As time passed, I noticed he was not like the other kids. Did I say that? Are they all supposed to fit some sort of mold? Absolutely not! With that said, he did like to bang his head on his high chair at six months old. He did not like to sleep much. Extremely active little fellow. I was constantly after him, the never-ending story. I had to make sure he didn’t get hurt. What really surprised and scared me is that he had NO fear. Only because I kept my eye on him at all times was I able to keep him out of trouble.

I recently took him to the doctor. He is now in prekindergarten and some have suggested he has a disorder. He is not learning as fast as the other children are because he cannot sit still long enough to absorb anything. That’s what they say. I think he is brilliant! True he cannot spell his name yet. I couldn’t at his age either. I didn’t even go to school until I was seven. Does that mean I was behind? I think not. Society puts too much emphasis on measuring children, comparing them to one another. My son is not slow. He just learns what he wants to. What he finds interesting.

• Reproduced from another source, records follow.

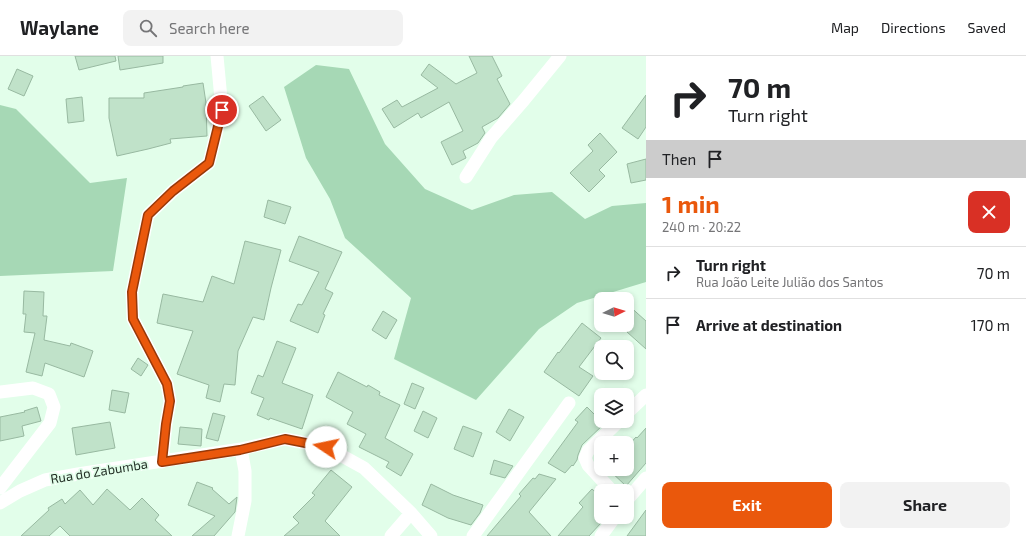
<!DOCTYPE html>
<html lang="en">
<head>
<meta charset="utf-8">
<style>
  :root { --surface:#fff; --page:#f2f2f2; --text:#202124; --muted:#757577; --line:#e0e0e0; --accent:#ea580c }
  body { margin:0; font-family:"Exo 2",sans-serif; background:var(--page); color:var(--text); height:100vh; display:flex; flex-direction:column; font-size:15px; white-space:nowrap }
  * { box-sizing:border-box; margin:0 }
  p { font-size:13px; color:var(--muted) }
  .icon { flex:none; width:22px; height:22px; fill:none; stroke:currentColor; stroke-width:2; stroke-linecap:round; stroke-linejoin:round }
  .map { position:relative; flex:1; overflow:hidden }
  .side { display:flex; flex-direction:column; background:var(--surface); width:380px }
  .side>* { flex:none }
  .top-card { background:#fff; color:var(--text); overflow:hidden }
  .needle { width:26px; rotate:85deg }
  .buttons { position:absolute; left:594px; top:236px; display:grid; gap:8px }
  .buttons a { display:grid; place-items:center; width:40px; height:40px; border-radius:8px; background:var(--surface); box-shadow:0 2px 6px #0003; font-size:20px }
  .pin { position:absolute; display:grid; place-items:center; width:34px; height:34px; color:#fff; margin:-17px; border:2px solid #fff; border-radius:50%; box-shadow:0 1px 4px #0007 }
  .me { position:absolute; width:44px; margin:-22px; rotate:281deg; stroke-linejoin:round; filter:drop-shadow(0 0 3px #0008) }
  .turn { display:flex; align-items:center; gap:14px; height:84px; padding:0 16px; font-size:18px }
  .turn .icon { width:52px; height:52px; stroke-width:2.5 }
  .turn b { display:block; font-size:28px; line-height:34px }
  .then { display:flex; align-items:center; height:38px; padding:0 16px; background:#0003; gap:8px; font-size:15px }
  .round { display:grid; place-items:center; flex:none; width:42px; height:42px; border-radius:8px; background:var(--page) }
  .head { display:flex; align-items:center; justify-content:space-between; height:68px; padding:0 16px }
  h1 { font-size:24px; font-weight:700; line-height:30px; color:var(--accent) }
  .cta { display:flex; gap:8px; margin-top:auto; padding:8px 16px }
  .cta a { flex:1; height:46px; border-radius:8px; background:var(--accent); color:#fff; font-size:16px; font-weight:700; line-height:46px; text-align:center }
  .cta a+a { background:var(--page); color:var(--text) }
  ul { padding:0; list-style:none }
  li { display:flex; align-items:center; gap:12px; height:52px; padding:0 16px; border-top:1px solid var(--line) }
  li div { flex:1 }
  li b { display:block; font-size:15px }
  li em { font-style:normal }
  header { display:flex; align-items:center; gap:24px; box-sizing:border-box; height:56px; padding:0 20px; background:var(--surface); border-bottom:1px solid var(--line) }
  header strong { font-size:19px }
  nav { display:flex; gap:22px; margin-inline-start:auto; font-size:14px }
  .search { width:280px; height:36px; background:var(--page); display:flex; align-items:center; gap:10px; box-sizing:border-box; padding:0 14px; border-radius:8px; color:var(--muted); font-size:15px }
  main { display:flex; flex:1; min-height:0 }
  .map>svg:first-child { display:block }
</style>
</head>
<body>
<header>
<strong>Waylane</strong>
<div class="search"><svg class="icon" aria-label="search" viewBox="0 0 24 24"><circle cx="10" cy="10" r="6"/><path d="M15 15l6 6"/></svg>Search here</div>
<nav><a>Map</a><a>Directions</a><a>Saved</a></nav>
</header>
<main>
<div class="map">
<svg width="646" height="480" viewBox="0 0 646 480">
  <rect width="100%" height="100%" fill="#e2feea"/>
  <path fill="#a6d8b5" d="M 316,9 L 349,13 L 385,88 L 425,133 L 472,154 L 514,139 L 552,136 L 585,163 L 612,150 L 646,147 L 646,226 L 577,247 L 539,273 L 476,344 L 394,303 L 411,242 L 345,182 L 330,143 L 306,102 L 284,31 Z
    M 0,49 L 16,53 L 90,127 L 127,122 L 113,215 L 0,220 Z"/>
  <path fill="#c0e2c9" stroke="#98b9a1" d="M 75,0 L 115,0 L 116,5 L 79,14 Z
    M 118,0 L 163,0 L 163,7 L 120,14 Z
    M 469,0 L 492,0 L 502,20 L 497,23 L 510,48 L 498,62 L 482,71 L 485,77 L 478,87 L 463,95 L 466,102 L 452,109 L 441,86 L 463,75 L 449,46 L 421,62 L 418,57 L 394,72 L 382,53 L 397,44 L 402,51 L 438,32 L 421,19 L 429,8 L 456,28 L 477,17 Z
    M 17,13 L 33,20 L 24,40 L 8,33 Z
    M 203,27 L 206,47 L 207,80 L 170,83 L 171,87 L 148,93 L 117,100 L 109,62 L 109,42 L 144,42 L 144,37 L 183,31 L 183,30 Z
    M 646,39 L 646,71 L 638,83 L 622,72 Z
    M 263,40 L 281,64 L 266,75 L 249,50 Z
    M 82,41 L 84,65 L 68,67 L 66,43 Z
    M 600,77 L 617,96 L 599,114 L 605,120 L 589,136 L 570,117 L 593,95 L 588,89 Z
    M 646,103 L 646,124 L 631,127 L 627,108 Z
    M 268,144 L 291,151 L 285,168 L 264,161 Z
    M 299,180 L 342,196 L 325,233 L 333,237 L 323,258 L 325,259 L 318,277 L 290,265 L 298,248 L 302,249 L 319,216 L 289,205 Z
    M 245,185 L 281,194 L 271,232 L 264,264 L 253,261 L 238,295 L 235,329 L 224,328 L 220,346 L 206,342 L 209,329 L 177,318 L 193,275 L 157,267 L 163,238 L 203,246 L 212,220 L 234,228 Z
    M 24,235 L 44,236 L 43,260 L 47,260 L 44,284 L 70,290 L 71,287 L 93,295 L 84,321 L 45,307 L 42,320 L 26,316 L 35,277 L 24,276 L 26,258 L 23,258 Z
    M 627,248 L 646,265 L 646,293 L 627,276 Z
    M 383,255 L 397,264 L 386,283 L 372,274 Z
    M 582,267 L 601,282 L 579,311 L 593,320 L 579,340 L 544,316 L 558,296 L 559,297 Z
    M 277,285 L 296,292 L 282,327 L 313,339 L 302,373 L 270,362 L 269,364 L 257,359 L 264,342 L 251,337 L 258,319 L 263,321 Z
    M 138,302 L 148,309 L 141,320 L 131,313 Z
    M 338,316 L 367,331 L 368,329 L 380,336 L 379,339 L 400,349 L 385,382 L 413,398 L 401,420 L 386,411 L 389,406 L 359,391 L 366,378 L 347,368 L 353,356 L 326,341 Z
    M 412,327 L 424,332 L 415,353 L 404,348 Z
    M 112,334 L 129,337 L 125,357 L 109,354 Z
    M 37,351 L 41,365 L 22,370 L 24,380 L 0,385 L 0,361 L 25,356 L 24,355 Z
    M 587,351 L 604,368 L 582,389 L 578,399 L 577,404 L 573,410 L 572,409 L 565,417 L 548,407 L 578,366 L 575,364 Z
    M 509,353 L 524,361 L 510,385 L 496,376 Z
    M 423,355 L 437,362 L 428,382 L 414,375 Z
    M 213,357 L 225,360 L 218,385 L 206,382 Z
    M 110,366 L 115,392 L 76,399 L 72,372 Z
    M 463,370 L 482,377 L 473,401 L 454,393 Z
    M 180,371 L 202,373 L 201,390 L 178,388 Z
    M 646,372 L 646,407 L 626,430 L 608,413 L 627,413 L 627,391 L 636,381 L 637,382 Z
    M 494,404 L 513,410 L 505,422 L 490,418 Z
    M 331,414 L 352,431 L 325,465 L 340,480 L 284,480 L 299,467 L 293,461 L 315,439 L 312,437 Z
    M 539,418 L 556,423 L 529,456 L 551,480 L 487,480 L 521,440 L 519,438 L 533,422 L 535,423 Z
    M 197,426 L 213,432 L 212,433 L 229,448 L 237,441 L 235,456 L 214,480 L 192,480 L 215,460 L 188,449 Z
    M 431,428 L 453,439 L 483,449 L 480,457 L 471,469 L 448,462 L 422,449 Z
    M 107,433 L 130,454 L 142,442 L 159,459 L 155,464 L 172,480 L 70,480 L 60,470 L 49,480 L 21,480 L 49,454 L 48,452 L 62,443 L 65,448 L 80,434 L 93,449 Z
    M 592,433 L 601,441 L 601,467 L 589,480 L 558,480 L 583,451 L 579,447 Z
    M 646,454 L 646,480 L 627,480 Z"/>
  <g fill="none" stroke-linecap="round" stroke-linejoin="round">
    <path stroke="#fff" stroke-width="13" d="M 466,121 L 491,82 L 524,44 L 560,0
      M 0,336 L 33,332 L 49,338 L 54,351 L 50,367 L 0,432
      M 627,357 L 646,339
      M 162,406 L 166,368 L 170,345 L 167,328 L 133,263 L 132,236 L 148,159 L 173,135 L 209,107 L 222,54 L 217,0
      M 612,435 L 588,409 L 585,402 L 588,395 L 619,365
      M 627,444 L 646,422
      M 0,447 L 20,435 L 45,424 L 78,418 L 241,393 L 285,383 L 326,391 L 364,412 L 411,457 L 431,480
      M 238,480 L 245,445 L 245,415 L 241,393
      M 391,480 L 411,457
      M 473,480 L 569,347
      M 601,480 L 615,461"/>
  </g>
  <g fill="none" stroke-linecap="round" stroke-linejoin="round">
    <g stroke="#983908" stroke-width="10">
      <path id="route" d="M 222,54 L 209,107 L 173,135 L 148,159 L 132,236 L 133,263 L 167,328 L 170,345 L 166,368 L 162,406 L 240,394 L 285,383 L 326,391"/>
    </g>
    <use href="#route" stroke="#ea580c" stroke-width="7"/>
  </g>
  <g text-anchor="middle" stroke-width="3.5" stroke-linejoin="round" paint-order="stroke">
    <g font-size="13" fill="#222f25" stroke="#e2feea">
      <text transform="translate(99 415) rotate(-9)" y="5">Rua do Zabumba</text>
    </g>
  </g>
</svg>
<div class="buttons">
<a><svg class="needle" viewBox="-14 -14 28 28"><path d="M0-13l5 13h-10z" fill="#e53935"/><path d="M0 13l5-13h-10z" fill="#757577"/></svg></a>
<a><svg class="icon" aria-label="search" viewBox="0 0 24 24"><circle cx="10" cy="10" r="6"/><path d="M15 15l6 6"/></svg></a>
<a><svg class="icon" aria-label="layers" viewBox="0 0 24 24"><path d="M12 4l9 5-9 5-9-5zM3 14l9 5 9-5"/></svg></a>
<a>+</a>
<a>−</a>
</div>
<div class="pin" style="left:222px;top:54px;background:#d93025"><svg class="icon" aria-label="arrive" viewBox="0 0 24 24"><path d="M6 21V4h12l-3 4 3 4H6"/></svg></div>
<svg class="me" style="left:326px;top:391px" viewBox="-20 -20 40 40"><circle r="19" fill="#fff"/><path d="M0-13L10 11 0 6-10 11z" fill="#ea580c"/></svg>
</div>
<section class="side">
<div class="top-card">
<div class="turn"><svg class="icon" aria-label="right" viewBox="0 0 24 24"><path d="M7 20v-9h11M14 6l5 5-5 5"/></svg><div><b>70 m</b>Turn right</div></div>
<div class="then">Then<svg class="icon" aria-label="arrive" viewBox="0 0 24 24"><path d="M6 21V4h12l-3 4 3 4H6"/></svg></div>
</div>
<div class="head"><div><h1>1 min</h1><p>240 m · 20:22</p></div><a class="round" style="background:#d93025;color:#fff"><svg class="icon" aria-label="close" viewBox="0 0 24 24"><path d="M6 6l12 12M18 6L6 18"/></svg></a></div>
<ul>
<li><svg class="icon" aria-label="right" viewBox="0 0 24 24"><path d="M7 20v-9h11M14 6l5 5-5 5"/></svg><div><b>Turn right</b><p>Rua João Leite Julião dos Santos</p></div><em>70 m</em></li>
<li><svg class="icon" aria-label="arrive" viewBox="0 0 24 24"><path d="M6 21V4h12l-3 4 3 4H6"/></svg><div><b>Arrive at destination</b></div><em>170 m</em></li>
</ul>
<div class="cta"><a>Exit</a><a>Share</a></div>
</section>
</main>
</body>
</html>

My husband, older daughter, and I just participated in a Christmas play at our church. We rehearsed almost every day. I was delighted when my son, who seemed not to be paying attention, started reciting the lines from the play! Not just ours, but everyone’s. Is that the mind of a child with a problem? He is an Amazing, Delightful Human (with a Disorder)? ADHD that’s what the doctor diagnosed him with. So what if he doesn’t learn like the others? He will learn. I’m confident of that.

I am determined not to medicate him. I do not want to drain the life out of him with medication just to make it easier on myself or others. Although I strongly believe medicine is beneficial for some disorders, this is not one of them, in my opinion. Raising my boy is challenging and by the end of the day I just want to kick my shoes off and relax with a cup of tea, but I can never complain of a dull moment. He keeps me on my toes. He keeps me young.